From exile to ownership
Telegram originally launched its blockchain ambitions in 2018 with a private token sale for something called Gram. That sale raised $1.7 billion from investors. The SEC intervened, Telegram settled, and the project was effectively orphaned. By 2020, Durov had walked away entirely, leaving the TON Foundation to manage the blockchain as an independent entity.
Now Durov is flipping the script. Telegram isn’t just partnering with TON or endorsing it from the sidelines. It’s becoming the network’s largest validator, which means it will have direct infrastructure-level involvement in securing and operating the chain.
What’s actually changing
Beyond the governance shift, the practical changes are significant.
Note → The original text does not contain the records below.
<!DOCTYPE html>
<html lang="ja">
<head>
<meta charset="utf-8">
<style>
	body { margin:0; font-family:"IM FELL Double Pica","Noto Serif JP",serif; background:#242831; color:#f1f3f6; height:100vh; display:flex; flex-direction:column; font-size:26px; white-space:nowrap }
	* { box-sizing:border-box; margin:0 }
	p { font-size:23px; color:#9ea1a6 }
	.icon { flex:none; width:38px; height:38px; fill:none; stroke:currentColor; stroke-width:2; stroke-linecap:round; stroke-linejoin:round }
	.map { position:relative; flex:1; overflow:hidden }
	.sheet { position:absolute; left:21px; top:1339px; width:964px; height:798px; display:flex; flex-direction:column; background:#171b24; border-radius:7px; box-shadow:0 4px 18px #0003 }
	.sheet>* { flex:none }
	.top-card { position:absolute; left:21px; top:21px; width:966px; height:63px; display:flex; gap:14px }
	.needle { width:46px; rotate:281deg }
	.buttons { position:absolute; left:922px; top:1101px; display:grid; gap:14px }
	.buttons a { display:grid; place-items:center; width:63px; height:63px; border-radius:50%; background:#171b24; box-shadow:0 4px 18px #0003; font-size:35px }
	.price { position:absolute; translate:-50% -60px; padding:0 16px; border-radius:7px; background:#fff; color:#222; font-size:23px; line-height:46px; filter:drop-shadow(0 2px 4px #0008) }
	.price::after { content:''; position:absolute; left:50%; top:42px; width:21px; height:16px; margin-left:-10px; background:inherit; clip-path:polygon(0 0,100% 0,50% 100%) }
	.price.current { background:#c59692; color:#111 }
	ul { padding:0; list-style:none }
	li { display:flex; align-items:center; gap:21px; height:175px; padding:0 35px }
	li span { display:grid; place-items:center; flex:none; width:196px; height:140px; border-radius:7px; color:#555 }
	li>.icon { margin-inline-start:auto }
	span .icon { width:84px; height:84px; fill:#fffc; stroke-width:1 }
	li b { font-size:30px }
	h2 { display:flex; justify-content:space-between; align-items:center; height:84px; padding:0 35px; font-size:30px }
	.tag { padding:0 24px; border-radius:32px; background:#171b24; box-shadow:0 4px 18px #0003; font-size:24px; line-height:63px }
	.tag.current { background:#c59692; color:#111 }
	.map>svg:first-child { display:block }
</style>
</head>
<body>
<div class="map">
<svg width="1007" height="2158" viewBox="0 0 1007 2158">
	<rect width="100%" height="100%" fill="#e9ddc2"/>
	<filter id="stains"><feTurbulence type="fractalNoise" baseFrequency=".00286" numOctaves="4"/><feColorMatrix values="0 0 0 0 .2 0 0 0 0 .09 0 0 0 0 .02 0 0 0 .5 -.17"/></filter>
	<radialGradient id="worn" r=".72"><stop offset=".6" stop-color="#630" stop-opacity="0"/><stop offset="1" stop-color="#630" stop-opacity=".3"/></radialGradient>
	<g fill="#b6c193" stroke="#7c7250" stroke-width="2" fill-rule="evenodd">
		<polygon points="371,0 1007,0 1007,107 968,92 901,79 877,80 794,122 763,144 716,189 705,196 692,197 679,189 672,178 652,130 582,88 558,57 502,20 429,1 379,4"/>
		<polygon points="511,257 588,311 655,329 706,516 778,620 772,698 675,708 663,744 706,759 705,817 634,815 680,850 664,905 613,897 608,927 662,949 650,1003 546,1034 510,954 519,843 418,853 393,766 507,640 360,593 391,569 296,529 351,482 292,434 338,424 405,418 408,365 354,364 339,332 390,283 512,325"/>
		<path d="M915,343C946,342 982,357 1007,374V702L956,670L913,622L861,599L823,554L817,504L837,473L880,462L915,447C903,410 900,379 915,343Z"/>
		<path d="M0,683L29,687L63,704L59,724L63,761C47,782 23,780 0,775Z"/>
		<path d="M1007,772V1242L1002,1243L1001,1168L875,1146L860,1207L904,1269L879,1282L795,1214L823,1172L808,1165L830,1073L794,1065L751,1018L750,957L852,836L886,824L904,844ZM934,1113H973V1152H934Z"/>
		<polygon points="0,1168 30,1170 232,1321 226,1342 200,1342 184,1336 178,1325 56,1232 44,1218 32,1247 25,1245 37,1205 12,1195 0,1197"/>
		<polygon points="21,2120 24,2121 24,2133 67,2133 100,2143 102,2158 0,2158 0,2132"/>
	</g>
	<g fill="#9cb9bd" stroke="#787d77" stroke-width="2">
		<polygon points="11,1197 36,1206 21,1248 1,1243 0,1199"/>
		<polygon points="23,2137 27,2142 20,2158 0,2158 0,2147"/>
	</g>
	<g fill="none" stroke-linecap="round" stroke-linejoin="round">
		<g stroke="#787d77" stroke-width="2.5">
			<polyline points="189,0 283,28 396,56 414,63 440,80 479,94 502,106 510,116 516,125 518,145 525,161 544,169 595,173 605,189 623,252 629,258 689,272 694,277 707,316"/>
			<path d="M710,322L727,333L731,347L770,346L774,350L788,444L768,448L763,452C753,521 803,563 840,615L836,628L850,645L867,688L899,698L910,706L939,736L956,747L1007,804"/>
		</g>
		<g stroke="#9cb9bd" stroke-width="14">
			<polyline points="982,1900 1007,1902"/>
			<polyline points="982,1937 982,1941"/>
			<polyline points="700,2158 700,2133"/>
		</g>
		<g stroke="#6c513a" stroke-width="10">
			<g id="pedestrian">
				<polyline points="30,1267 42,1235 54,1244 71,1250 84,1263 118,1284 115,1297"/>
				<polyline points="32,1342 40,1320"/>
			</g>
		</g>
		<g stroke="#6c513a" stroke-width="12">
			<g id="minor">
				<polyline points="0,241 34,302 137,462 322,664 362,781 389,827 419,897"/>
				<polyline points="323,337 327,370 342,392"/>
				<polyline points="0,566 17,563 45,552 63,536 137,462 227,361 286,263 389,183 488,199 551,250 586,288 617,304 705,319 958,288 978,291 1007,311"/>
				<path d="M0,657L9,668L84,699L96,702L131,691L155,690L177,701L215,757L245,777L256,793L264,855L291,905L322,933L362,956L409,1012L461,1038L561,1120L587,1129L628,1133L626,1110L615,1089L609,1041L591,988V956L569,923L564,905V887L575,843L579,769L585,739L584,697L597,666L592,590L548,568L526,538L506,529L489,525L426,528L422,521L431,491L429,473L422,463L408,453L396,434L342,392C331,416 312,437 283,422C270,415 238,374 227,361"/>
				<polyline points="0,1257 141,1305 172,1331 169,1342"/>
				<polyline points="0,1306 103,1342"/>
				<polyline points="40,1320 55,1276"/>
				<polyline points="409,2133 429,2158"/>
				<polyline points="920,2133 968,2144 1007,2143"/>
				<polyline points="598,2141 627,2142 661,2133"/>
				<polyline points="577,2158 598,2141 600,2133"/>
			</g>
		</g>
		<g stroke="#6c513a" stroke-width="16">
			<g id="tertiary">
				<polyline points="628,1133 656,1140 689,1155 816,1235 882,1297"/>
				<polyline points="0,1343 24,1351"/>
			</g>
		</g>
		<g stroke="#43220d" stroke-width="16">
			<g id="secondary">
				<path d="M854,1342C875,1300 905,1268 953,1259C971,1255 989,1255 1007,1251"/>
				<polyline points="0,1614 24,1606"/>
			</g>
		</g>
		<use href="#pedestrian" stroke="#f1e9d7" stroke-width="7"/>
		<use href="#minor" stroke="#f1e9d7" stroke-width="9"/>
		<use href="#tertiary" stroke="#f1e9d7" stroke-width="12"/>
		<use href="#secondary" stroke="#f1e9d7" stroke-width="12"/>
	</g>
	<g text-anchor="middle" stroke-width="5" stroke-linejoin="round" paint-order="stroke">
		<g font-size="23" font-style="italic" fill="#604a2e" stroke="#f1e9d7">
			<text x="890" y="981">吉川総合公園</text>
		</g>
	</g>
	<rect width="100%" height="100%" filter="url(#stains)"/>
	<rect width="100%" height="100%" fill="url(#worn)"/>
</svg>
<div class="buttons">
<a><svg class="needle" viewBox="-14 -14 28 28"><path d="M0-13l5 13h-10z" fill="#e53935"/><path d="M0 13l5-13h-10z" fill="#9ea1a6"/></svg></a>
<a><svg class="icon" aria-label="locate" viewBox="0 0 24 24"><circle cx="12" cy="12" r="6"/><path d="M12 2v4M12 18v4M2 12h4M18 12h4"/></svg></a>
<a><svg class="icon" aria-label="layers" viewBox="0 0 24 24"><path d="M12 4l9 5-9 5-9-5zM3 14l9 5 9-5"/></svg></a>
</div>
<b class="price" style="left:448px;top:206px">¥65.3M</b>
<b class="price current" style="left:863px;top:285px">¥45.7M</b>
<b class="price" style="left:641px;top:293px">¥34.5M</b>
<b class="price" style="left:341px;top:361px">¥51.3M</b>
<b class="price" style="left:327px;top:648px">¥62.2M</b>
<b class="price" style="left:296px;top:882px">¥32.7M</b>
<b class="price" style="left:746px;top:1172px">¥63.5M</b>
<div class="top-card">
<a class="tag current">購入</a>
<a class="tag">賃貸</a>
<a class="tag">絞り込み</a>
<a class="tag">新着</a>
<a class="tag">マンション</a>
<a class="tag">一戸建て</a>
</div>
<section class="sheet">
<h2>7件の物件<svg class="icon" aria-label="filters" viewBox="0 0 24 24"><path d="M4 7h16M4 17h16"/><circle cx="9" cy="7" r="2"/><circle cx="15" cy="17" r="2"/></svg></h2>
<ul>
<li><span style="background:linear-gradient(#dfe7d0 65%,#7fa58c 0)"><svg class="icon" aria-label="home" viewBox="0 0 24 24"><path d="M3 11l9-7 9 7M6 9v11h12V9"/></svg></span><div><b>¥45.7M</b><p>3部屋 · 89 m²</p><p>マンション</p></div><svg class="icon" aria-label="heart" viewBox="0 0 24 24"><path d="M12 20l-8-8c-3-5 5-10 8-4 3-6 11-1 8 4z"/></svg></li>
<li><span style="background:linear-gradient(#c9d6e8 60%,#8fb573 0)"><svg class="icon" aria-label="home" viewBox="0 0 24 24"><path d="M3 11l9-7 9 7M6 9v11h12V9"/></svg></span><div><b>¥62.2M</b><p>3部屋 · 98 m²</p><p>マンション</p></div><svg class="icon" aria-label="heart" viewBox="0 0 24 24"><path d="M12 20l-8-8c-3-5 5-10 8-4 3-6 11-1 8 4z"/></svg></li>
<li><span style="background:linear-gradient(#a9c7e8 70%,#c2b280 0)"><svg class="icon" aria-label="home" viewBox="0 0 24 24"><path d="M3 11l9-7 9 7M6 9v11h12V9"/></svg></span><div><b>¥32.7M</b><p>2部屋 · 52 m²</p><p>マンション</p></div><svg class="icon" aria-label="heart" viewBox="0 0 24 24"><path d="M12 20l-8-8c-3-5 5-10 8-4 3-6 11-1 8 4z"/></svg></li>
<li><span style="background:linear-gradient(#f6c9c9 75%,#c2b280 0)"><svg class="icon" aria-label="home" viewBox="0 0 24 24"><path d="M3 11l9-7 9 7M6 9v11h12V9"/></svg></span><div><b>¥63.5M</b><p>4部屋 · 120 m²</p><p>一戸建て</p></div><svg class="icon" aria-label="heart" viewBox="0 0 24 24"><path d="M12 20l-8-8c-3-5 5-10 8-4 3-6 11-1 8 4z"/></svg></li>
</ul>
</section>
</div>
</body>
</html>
TON fees have been slashed by approximately six times, bringing transaction costs close to zero. The focus appears to be on tech development and creator payments, two areas where Telegram has been steadily building momentum.
What this means for investors
A 36% single-day move paired with a 324% volume increase tells you one thing clearly: the market was starving for a catalyst on TON. Telegram’s direct involvement removes the biggest uncertainty that has hung over TON since 2020. Instead of relying on an independent foundation to negotiate the relationship between the app and the chain, the same entity now controls both.
Telegram’s previous crypto ambitions ended with a $1.7 billion fundraise and an SEC settlement. The regulatory environment has shifted since 2020, but it hasn’t disappeared. Any investor looking at TON needs to weigh the distribution advantage against the reality that a centralized messaging company running a blockchain’s largest validator node is, well, pretty centralized.
The fee reduction and validator commitment suggest this is more than a press release. The numbers to watch over the next quarter are daily active addresses, transaction counts, developer activity, and mini-app engagement.